Frankly, this sounds like a bad artist blaming his medium.
All new game paltforms bring with them new challenges and
limitations. Designing around and for them is the essence of
real game design.
I haven't noticed Sony suffering for the problems of the
medium. or Bioware. Are there new challenegs?Sure. Thats what
we are paid for-- to solve them.
#3. Customer service is hard. Walton cited customer service as the
single biggest cost variable in online game development, and the
ramifications of the customer service strategy and project
planning are far-reaching. Walton pointed out that whereas in most
traditional businesses customer service is a cost center whose
expense is to be minimized (like the call center you phone to
complain about your cable bill), in MMOGs it is essentially the
entire business. And that 24x7x365 business is extremely
people-intensive, which by definition is costly and messy.
Okay a few comments. First one is this: "...in MMOGs it (the
call cnter) is essentially the entire business."
To be blunt: Only if you have a crapy service. The vast
majority of the time the customer should be happily using your
service. If they arent then thwres something very wrong with
If telcos operated like MMOLRPGs today do then yes, their call
center woudl be flooded with complaints/questions/issues. but
they don't. They deliver the service reliable, as promised and
Quality of Service on todays MM games is terrible, there is no
doubt. Thats someplace the Sun Sim Server halps. It provides
the tools necessary to allow game developer to reach the "5
nines" that telcos tlak about-- where the service is up and
functioning 99.999% of the time. We do that for the telcos,
we're going to do it for online game services.
Once you are AT the telco stage the question is how do you
minimize the cost of even that?
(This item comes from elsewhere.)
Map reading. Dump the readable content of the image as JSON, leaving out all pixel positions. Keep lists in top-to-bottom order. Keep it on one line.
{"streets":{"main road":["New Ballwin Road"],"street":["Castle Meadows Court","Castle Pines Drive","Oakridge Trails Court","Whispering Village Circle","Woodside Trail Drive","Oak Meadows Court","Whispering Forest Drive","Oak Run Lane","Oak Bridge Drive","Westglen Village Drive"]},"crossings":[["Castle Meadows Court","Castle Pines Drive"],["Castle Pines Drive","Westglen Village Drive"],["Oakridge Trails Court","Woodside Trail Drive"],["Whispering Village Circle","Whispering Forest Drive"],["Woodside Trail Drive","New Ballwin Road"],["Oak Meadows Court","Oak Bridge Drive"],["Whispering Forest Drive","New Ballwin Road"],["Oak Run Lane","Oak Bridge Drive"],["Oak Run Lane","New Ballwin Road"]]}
Well again the telcos (who Sun
is very familair with and works intensely with today) have some
standard answers. The first is automation. As much as possible
is handled by computer systems. On the second line, they go to
ecomonies of scale in large call centers. In many cases they
actually outsource these call centers to companies that
specialize in 24x7x365 service. All you need to do this is a
scale of usership thats appropriate.
AND again thats where the Sim Server comes in, by making the
game hosting epicenter possible. With a single administration
team and call center servicing all games installed in the call
center you can share expenses with all the other game publishers
uisng that provider. The hosting provider handles user
accounts, customer service and the rest and you pay a small
amount per account as "your share."
#2. There are lots of legal issues. These issues range from
terms-of-service contracts to end user license agreements,
frivolous lawsuits, the commonplace use of "volunteers" to help
administer the game, IP protection, and the question of legal
ownership of virtual "property." All these laws and regulations
are in constant flux, which put legal issues so high up on
Walton's list. His advice? Get good lawyers and be sure to budget
to protect your IP.
Where has he been? Certainly not in the US.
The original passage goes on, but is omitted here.